_Activity_
Please keep the pictures out and write out exactly the lines from the first in the data below through the one containing "M167 137 237", both included.

════

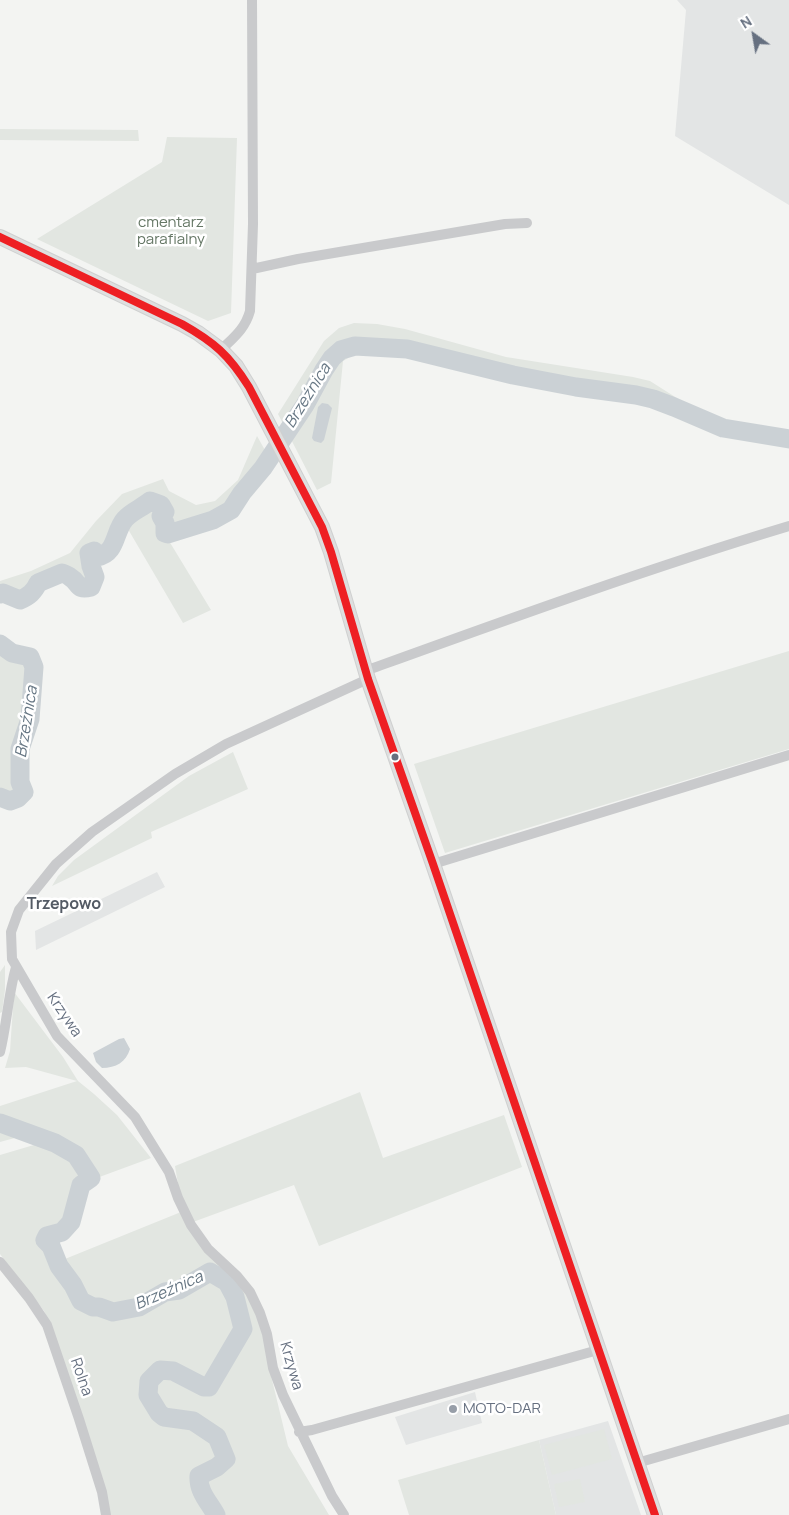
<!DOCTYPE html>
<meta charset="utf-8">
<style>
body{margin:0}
#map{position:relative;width:789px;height:1515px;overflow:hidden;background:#f3f4f2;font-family:Manrope,sans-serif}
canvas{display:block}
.north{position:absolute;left:729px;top:10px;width:50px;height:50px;-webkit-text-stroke:4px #fff;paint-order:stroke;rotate:328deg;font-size:14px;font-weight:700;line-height:20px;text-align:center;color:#667080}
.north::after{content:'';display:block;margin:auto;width:18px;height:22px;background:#667080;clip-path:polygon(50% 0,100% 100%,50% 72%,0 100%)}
</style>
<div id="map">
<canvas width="789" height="1515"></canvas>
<div class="north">N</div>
</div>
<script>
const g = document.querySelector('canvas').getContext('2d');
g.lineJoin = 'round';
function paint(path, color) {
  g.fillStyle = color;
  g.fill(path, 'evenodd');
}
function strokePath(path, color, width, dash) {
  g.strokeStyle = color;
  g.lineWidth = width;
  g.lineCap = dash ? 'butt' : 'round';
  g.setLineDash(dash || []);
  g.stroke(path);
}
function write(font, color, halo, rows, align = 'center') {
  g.font = font + ' Manrope,sans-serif';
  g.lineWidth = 5;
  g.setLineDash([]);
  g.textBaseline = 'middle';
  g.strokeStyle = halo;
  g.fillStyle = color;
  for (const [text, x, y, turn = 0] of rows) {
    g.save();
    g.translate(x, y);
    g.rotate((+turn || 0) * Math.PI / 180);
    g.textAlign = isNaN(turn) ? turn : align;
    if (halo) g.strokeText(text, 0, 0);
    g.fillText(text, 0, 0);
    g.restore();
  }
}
paint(new Path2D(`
 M677 0H789V205L675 136 686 10Z
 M157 872 165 887 36 950 35 931Z
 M475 1392 482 1423 406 1445 395 1417Z
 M608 1421 641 1515H556L539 1440Z`), '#e3e5e5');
paint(new Path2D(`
 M0 129 138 130 139 141 0 140Z
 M167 137 237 138 231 313 208 321 37 239 162 162Z
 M354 323 377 324 405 329 506 357 633 377 650 381 691 407 726 420 789 431V444L732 435 649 404 615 397 534 386 416 359 377 352 357 353 343 361 331 483 317 490 278 414 324 341 339 328Z
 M257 436 266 452 265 457 229 507 209 519 167 531V523L163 515 166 511 163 505 151 498C132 512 114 518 111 545L101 555 99 554 95 549 89 550C84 559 89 569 93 577L89 585 85 587 79 585 73 576 63 571C56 574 47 576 40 579 31 584 31 596 19 596 13 597 7 592 0 591V581L31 571 70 553 96 521 122 494 163 479 169 491 196 505 215 501 238 480Z
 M150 504 160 506 162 511 159 515 162 523 161 534 166 536 211 610 183 623 125 524C127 513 142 511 150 504Z
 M0 647 11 656 28 658 32 665 28 719 23 739 17 750 18 780 22 790 20 795 9 799 3 796 0 787Z
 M789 651V749L445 853 414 764Z
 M233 752 248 789 151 832 152 838 52 886 58 876 74 860 189 776Z
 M5 965V990L2 1012 0 1013V972Z
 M14 992 63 1057 78 1081 94 1094 117 1115 151 1158 94 1179C90 1171 84 1159 77 1153 61 1140 20 1128 0 1120V1106L77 1081 26 1067 5 1068 10 1051Z
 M360 1092 383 1158 504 1115 522 1167 319 1246 294 1185 193 1222 179 1190 175 1166Z
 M0 1127 22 1136 0 1142Z
 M44 1142 75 1157 88 1178C69 1188 78 1205 68 1221 62 1231 48 1230 43 1239 49 1246 54 1255 54 1265L69 1284 80 1304 94 1312 98 1310 113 1314 139 1310 166 1294 180 1293 210 1276 225 1283 231 1292 240 1330 208 1385 204 1386 177 1369 159 1368 148 1379 145 1396 157 1414 166 1420 192 1424 215 1438 223 1459C215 1466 206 1469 197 1475 198 1491 206 1501 213 1515H110L54 1335 44 1311 0 1254V1155Z
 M181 1212 246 1292 261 1324 267 1359 288 1446 329 1515H218L212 1503 204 1494 202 1476 218 1469 227 1460 228 1456 221 1437 194 1420 165 1416 160 1413C155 1394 144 1392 159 1373L165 1372 204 1390 211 1389 246 1328C247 1312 238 1291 227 1279 223 1275 215 1272 209 1268L188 1282 164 1291 137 1304 115 1308 89 1304 81 1297 73 1281 62 1267 60 1261Z
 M604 1429 612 1459 552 1475 544 1445Z
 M539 1440 556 1515H409L398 1480Z
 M580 1479 585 1502 559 1507 554 1484Z`), '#e2e6e1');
paint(new Path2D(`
 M322 403 328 404 332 408 324 440 321 443 314 441 312 438 318 407Z
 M124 1038 130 1049C126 1062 116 1068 102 1068L96 1062 93 1053 119 1039Z`), '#cbd1d5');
strokePath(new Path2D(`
 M0 594 3 593 20 600C29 596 34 592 38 583L62 573C65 574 68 575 70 577 80 583 76 591 91 587L95 577 91 566 89 553 94 551 97 557C117 554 114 531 125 519 132 511 142 508 150 501L161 505 165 512 161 516 165 523V533L168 534 213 520 231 510 242 493 263 468 305 405 324 370 332 358 341 350 355 346 407 349 513 375 576 387 636 395 653 399 674 407 723 428 789 439
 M0 644 12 653 30 657 34 667 30 719 20 749V782L24 792 18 798 10 801 0 797
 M0 1123 55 1143 76 1155 91 1178 81 1185 71 1222 62 1232 47 1236 45 1240 51 1246 59 1266 73 1285 81 1301 93 1307H99L113 1312 139 1307 165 1292 179 1290 210 1272 227 1282 235 1297 243 1329 209 1387H204L173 1371 160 1370 149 1381 148 1395 159 1413 164 1417 193 1421 217 1437 226 1459 217 1467 199 1476C198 1492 209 1502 216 1515`), '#cbd1d5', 19);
const secondary = new Path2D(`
 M0 237 182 324 198 333 221 350 236 366 249 387 322 527 331 552 368 679 433 864 655 1515`);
strokePath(secondary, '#cfd0d0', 16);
strokePath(new Path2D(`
 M252 269 298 259 505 224 527 223
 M221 350C234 337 245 329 250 311L253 224 252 0
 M365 671C506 620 646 569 789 526
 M433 864 789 755
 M0 1052C7 1024 8 995 16 967
 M0 1262 29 1298 47 1325 79 1419 102 1492 106 1515
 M299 1432 312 1430 598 1350
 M637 1463 789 1419
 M344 1515 332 1496 283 1395 273 1368 267 1334 260 1313 250 1292 237 1276 208 1249 191 1225 178 1198 169 1172 135 1117 57 1036 12 959 11 932 19 910 56 864 92 832 175 774 226 744 368 679`), '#c9cacc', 10);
strokePath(secondary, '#dedfdf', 14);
strokePath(new Path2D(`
 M0 237 182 324C214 342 229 355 249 387L322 527 331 552 368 679 433 864 655 1515`), '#ee1f23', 8);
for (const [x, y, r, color] of [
 [395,757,4.5,"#667080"],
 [453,1409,5,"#979ea8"]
]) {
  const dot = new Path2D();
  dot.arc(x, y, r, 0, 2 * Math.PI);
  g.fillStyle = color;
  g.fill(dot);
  strokePath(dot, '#fff', 2);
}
write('15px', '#657765', '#fff', [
 ["cmentarz",171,223],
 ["parafialny",171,240]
]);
write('15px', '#667080', '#fff', [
 ["Krzywa",64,1015,56],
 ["Krzywa",291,1366,74],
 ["Rolna",81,1377,71]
]);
write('15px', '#667080', '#fff', [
 ["MOTO-DAR",463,1409]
], 'left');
write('italic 16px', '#677784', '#fff', [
 ["Brzeźnica",308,396,-58],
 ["Brzeźnica",27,722,-81],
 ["Brzeźnica",169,1291,-24]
]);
write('bold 16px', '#545b65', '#fff', [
 ["Trzepowo",64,905]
]);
</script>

════

_Answer to this problem_
<!DOCTYPE html>
<meta charset="utf-8">
<style>
body{margin:0}
#map{position:relative;width:789px;height:1515px;overflow:hidden;background:#f3f4f2;font-family:Manrope,sans-serif}
canvas{display:block}
.north{position:absolute;left:729px;top:10px;width:50px;height:50px;-webkit-text-stroke:4px #fff;paint-order:stroke;rotate:328deg;font-size:14px;font-weight:700;line-height:20px;text-align:center;color:#667080}
.north::after{content:'';display:block;margin:auto;width:18px;height:22px;background:#667080;clip-path:polygon(50% 0,100% 100%,50% 72%,0 100%)}
</style>
<div id="map">
<canvas width="789" height="1515"></canvas>
<div class="north">N</div>
</div>
<script>
const g = document.querySelector('canvas').getContext('2d');
g.lineJoin = 'round';
function paint(path, color) {
  g.fillStyle = color;
  g.fill(path, 'evenodd');
}
function strokePath(path, color, width, dash) {
  g.strokeStyle = color;
  g.lineWidth = width;
  g.lineCap = dash ? 'butt' : 'round';
  g.setLineDash(dash || []);
  g.stroke(path);
}
function write(font, color, halo, rows, align = 'center') {
  g.font = font + ' Manrope,sans-serif';
  g.lineWidth = 5;
  g.setLineDash([]);
  g.textBaseline = 'middle';
  g.strokeStyle = halo;
  g.fillStyle = color;
  for (const [text, x, y, turn = 0] of rows) {
    g.save();
    g.translate(x, y);
    g.rotate((+turn || 0) * Math.PI / 180);
    g.textAlign = isNaN(turn) ? turn : align;
    if (halo) g.strokeText(text, 0, 0);
    g.fillText(text, 0, 0);
    g.restore();
  }
}
paint(new Path2D(`
 M677 0H789V205L675 136 686 10Z
 M157 872 165 887 36 950 35 931Z
 M475 1392 482 1423 406 1445 395 1417Z
 M608 1421 641 1515H556L539 1440Z`), '#e3e5e5');
paint(new Path2D(`
 M0 129 138 130 139 141 0 140Z
 M167 137 237 138 231 313 208 321 37 239 162 162Z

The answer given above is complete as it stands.